Rental license transfer doesn't benefit public
The subject at
the heart of the latest disagreement between the city of Key
West and the local watchdog group Last Stand is complex, to say
the least.
But it goes to a
fundamental question about the future and character of the
island, specifically the historic district. Do we want to do
everything we can to keep Old Town as an actual residential
area, inhabited by people who live and work here? Or do we want
to turn it into, essentially, a giant hotel and playground that
only happens to resemble individual homes?
In its latest
move, the City Commission, sitting as the Board of Adjustment,
went with the second option. The commissioners, by a 5-1 vote,
overruled city planning staff and approved a plan by developer
Pritam Singh to transfer short-term rental permits from his
Parrot Key condo project (formerly the Hampton Inn) to Old Town,
including residential neighborhoods along Simonton and Petronia
streets.
City Planner Gail
Kenson initially rejected Singh's proposal for several reasons:
because short-term rental licenses sent to Old Town
neighborhoods cannot displace existing housing stock, and
because the city has set a target of 25 percent of total
dwelling units as short-term rentals (a target it exceeds now,
according to the city's own records).
What Kenson was
attempting to prevent was yet another developer-driven maneuver,
in which units and rental rights are divided and traded and
moved like so many pieces in a board game. It's a clever
strategy for developers and attorneys — Singh and his longtime
attorney, Jim Hendrick, perfected this with Truman Annex — but
it doesn't necessarily serve the public good.

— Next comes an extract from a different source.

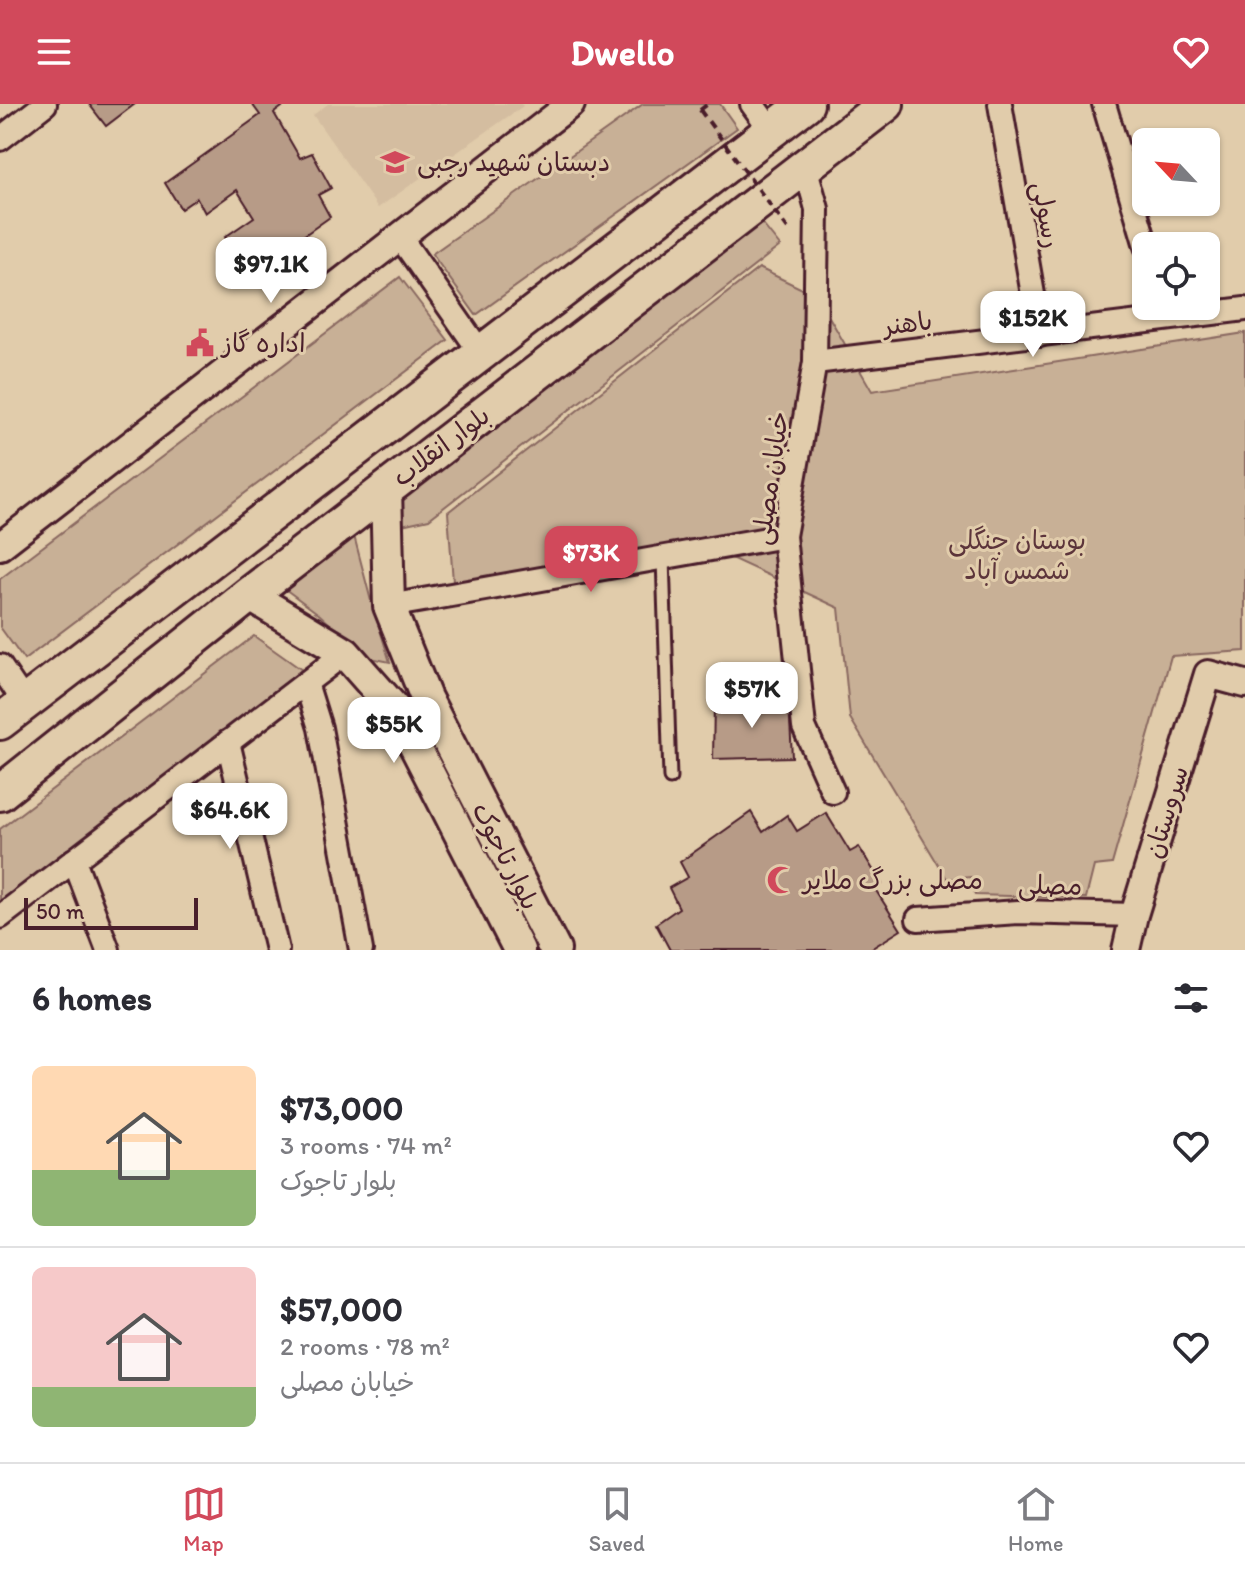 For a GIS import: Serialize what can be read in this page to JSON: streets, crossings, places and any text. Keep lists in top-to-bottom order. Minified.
{"streets":{"main road":["بلوار انقلاب","بلوار تاجوک"],"street":["رسولی","باهنر","خیابان مصلی","سروستان","مصلی"]},"crossings":[["رسولی","باهنر"],["باهنر","خیابان مصلی"],["بلوار انقلاب","خیابان مصلی"],["بلوار انقلاب","بلوار تاجوک"],["سروستان","مصلی"]],"parks":["بوستان جنگلی شمس آباد"],"places":{"school or university":["دبستان شهید رجبی"],"public building":["اداره گاز"],"mosque":["مصلی بزرگ ملایر"]},"scale_bar":"50 m","north":"top left","page":{"header":"Dwello","price":["$97.1K","$152K","$73K","$57K","$55K","$64.6K"],"scale":"50 m","heading":"6 homes","list":[{"name":"$73,000","note":"3 rooms · 74 m² · بلوار تاجوک"},{"name":"$57,000","note":"2 rooms · 78 m² · خیابان مصلی"}],"tabs":["Map","Saved","Home"]}} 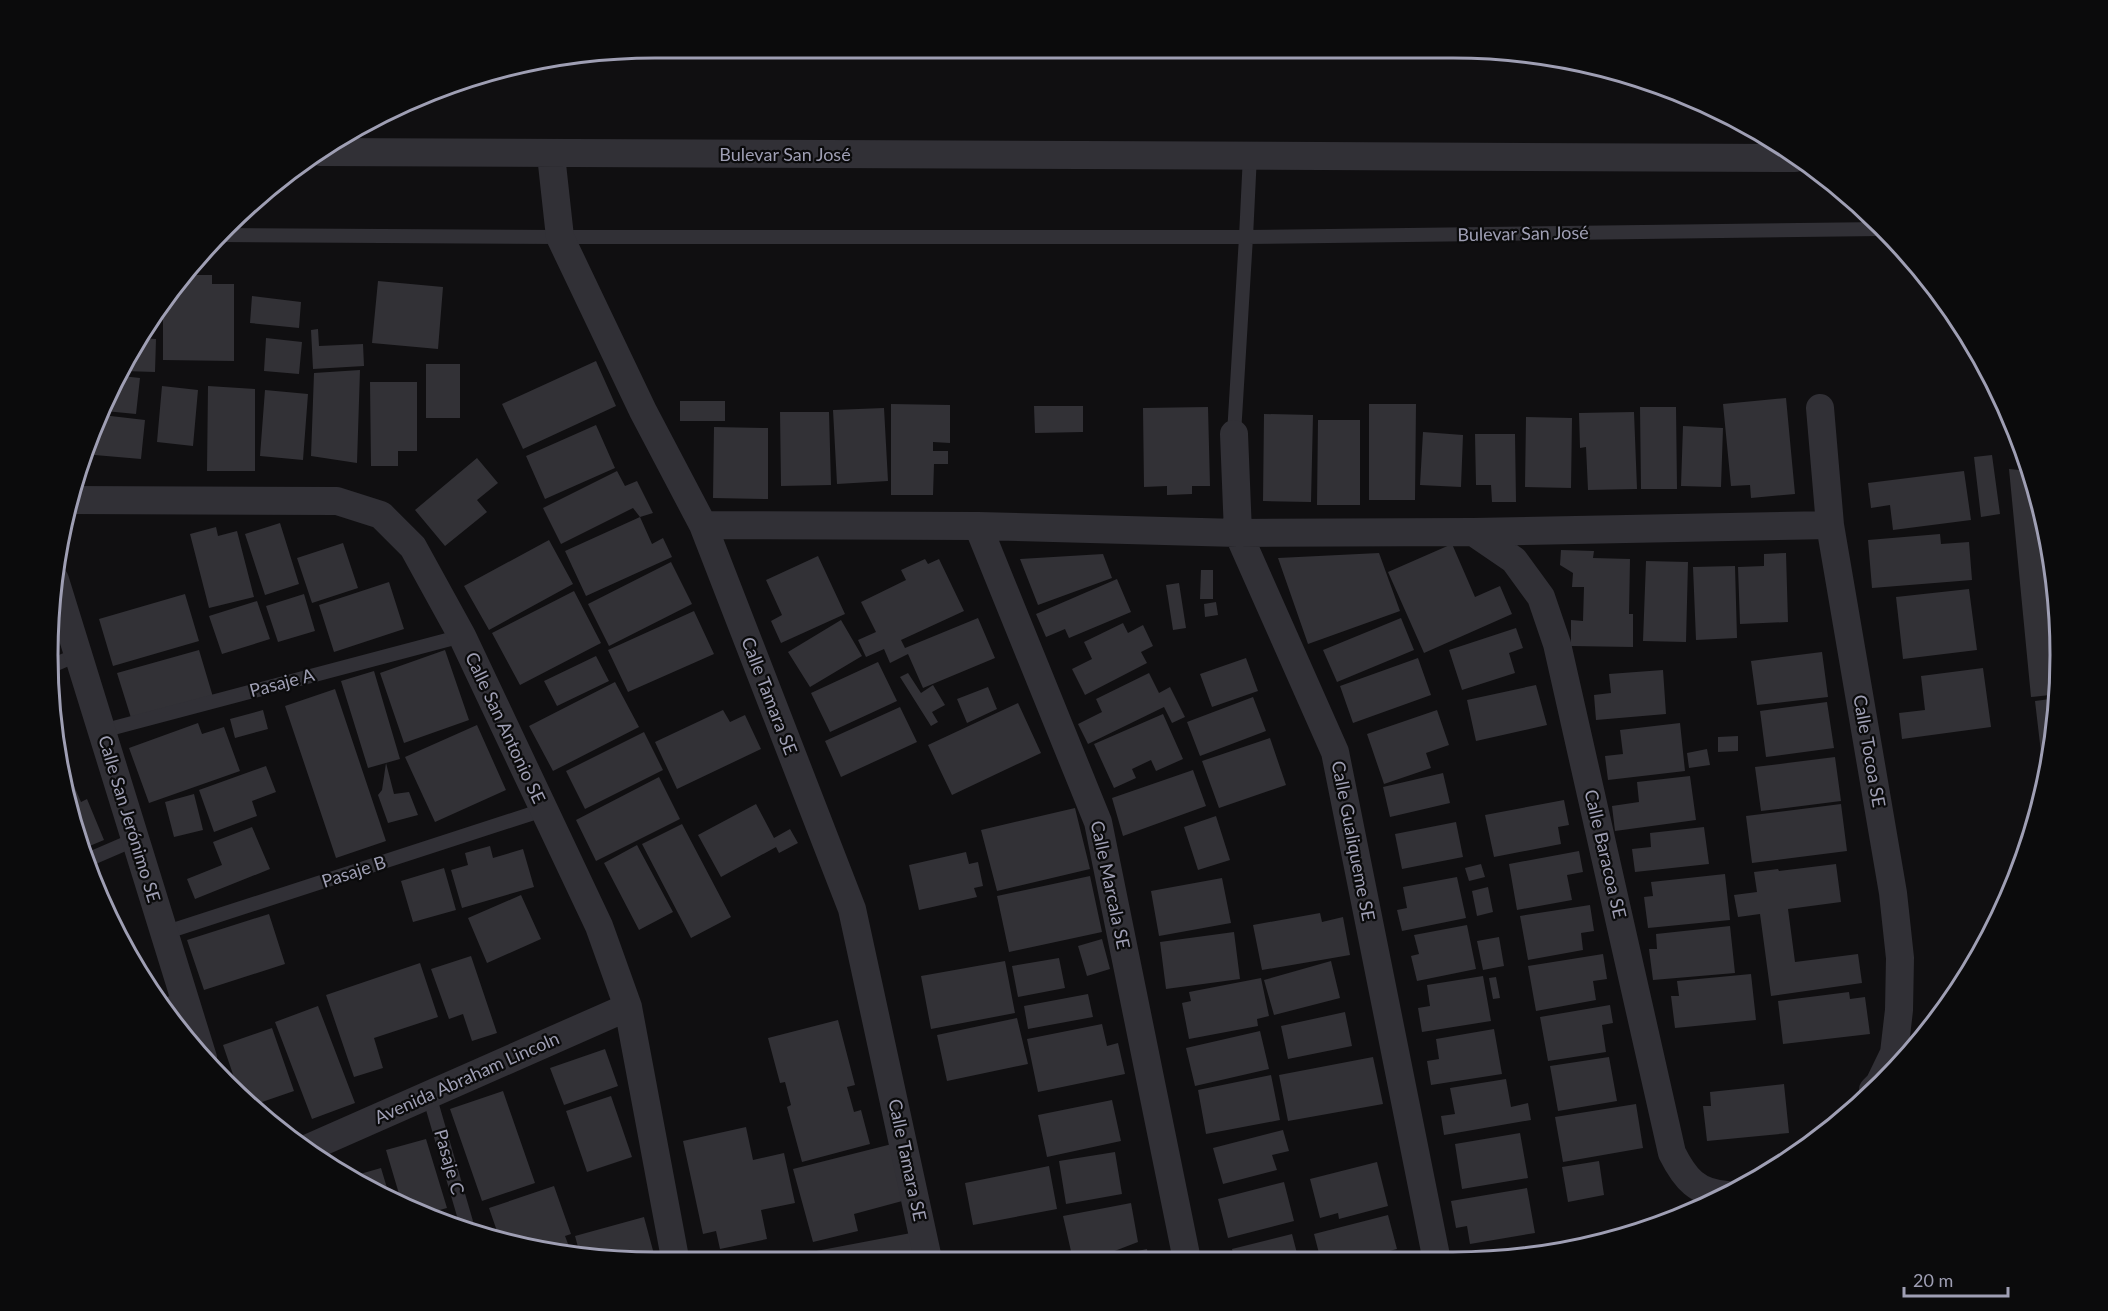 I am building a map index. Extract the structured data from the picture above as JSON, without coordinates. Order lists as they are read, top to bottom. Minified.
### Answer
{"streets":{"street":["Bulevar San José","Calle Tamara SE","Calle San Antonio SE","Calle Tocoa SE","Calle San Jerónimo SE","Calle Gualiqueme SE","Calle Baracoa SE","Calle Marcala SE","Avenida Abraham Lincoln"],"lane":["Pasaje A","Pasaje B","Pasaje C"]},"crossings":[["Bulevar San José","Calle Tamara SE"],["Pasaje A","Calle San Antonio SE"],["Pasaje A","Calle San Jerónimo SE"],["Calle San Antonio SE","Pasaje B"],["Calle San Antonio SE","Avenida Abraham Lincoln"],["Calle San Jerónimo SE","Pasaje B"],["Avenida Abraham Lincoln","Pasaje C"]],"scale_bar":"20 m"} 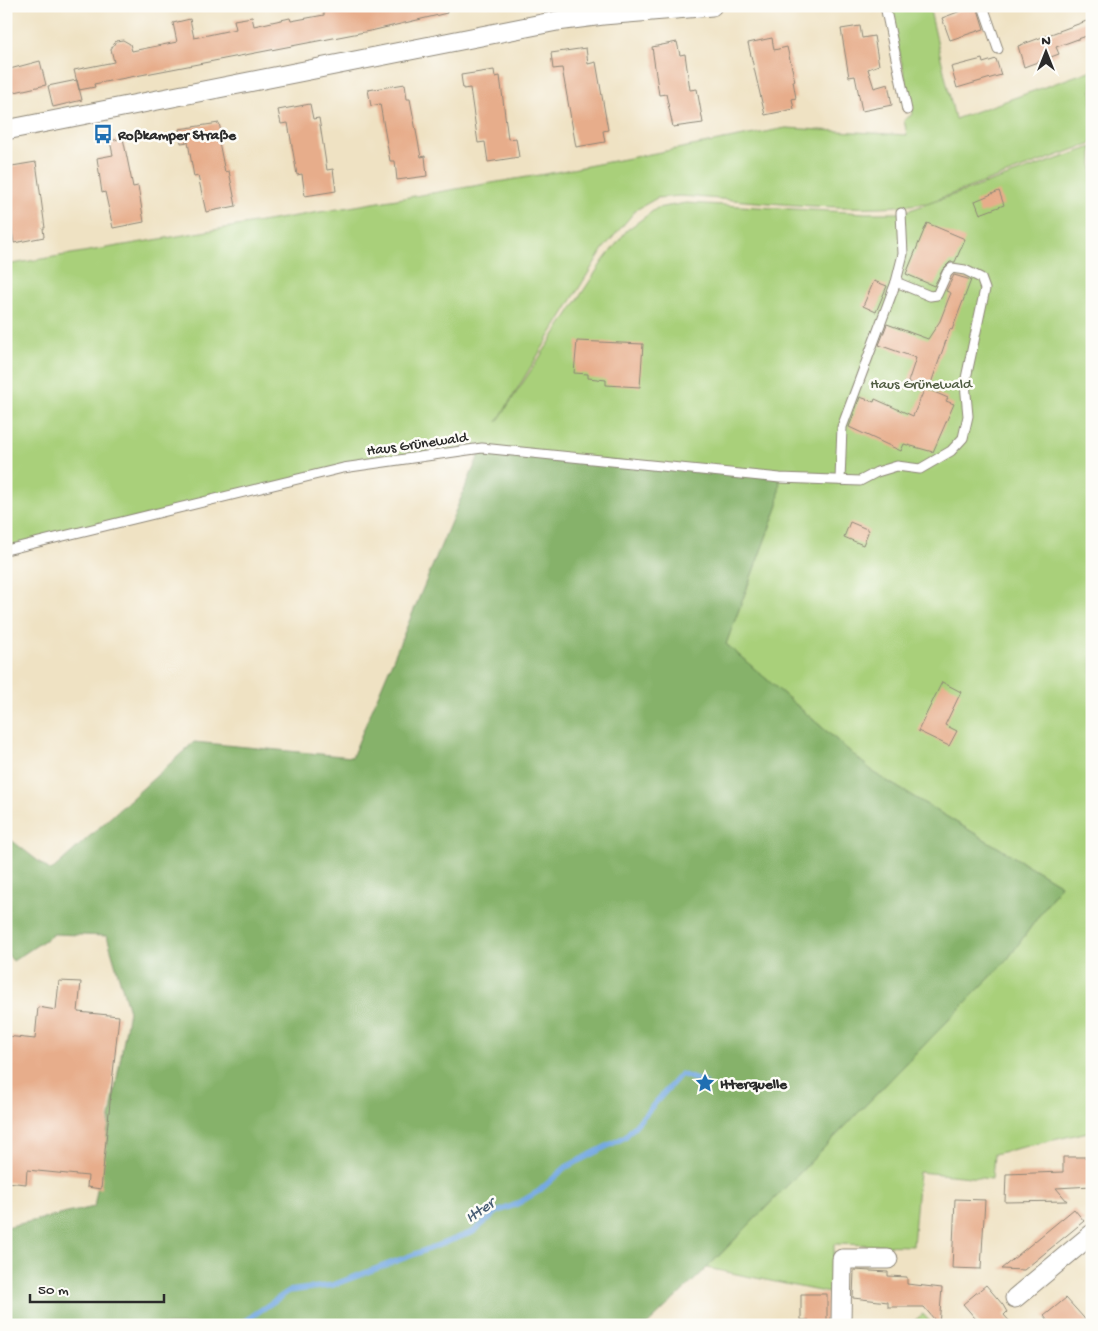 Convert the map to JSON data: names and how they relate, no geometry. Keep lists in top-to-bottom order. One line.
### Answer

Looking out for us
is the commissioners' job, and in this case they let us down.
It may sound like
nitpicking for Last Stand to challenge this Board of Adjustment
ruling, but the group is performing an important civic role,
reminding commissioners and the public what's at stake in
technical, legalistic and, let's face it, not all that
interesting matters that come before the Board of Adjustment,
which gets a lot less public scrutiny than the City Commission.
The board's role is to offer variances in cases of genuine
hardship, not to ease the way for the most profitable possible
stratagems for well-connected developers and attorneys.
We urge the
commissioners to reconsider this approval and save our citizens
the burden of legal fees on both sides of this case — and to
remember whose interest they are really supposed to be serving.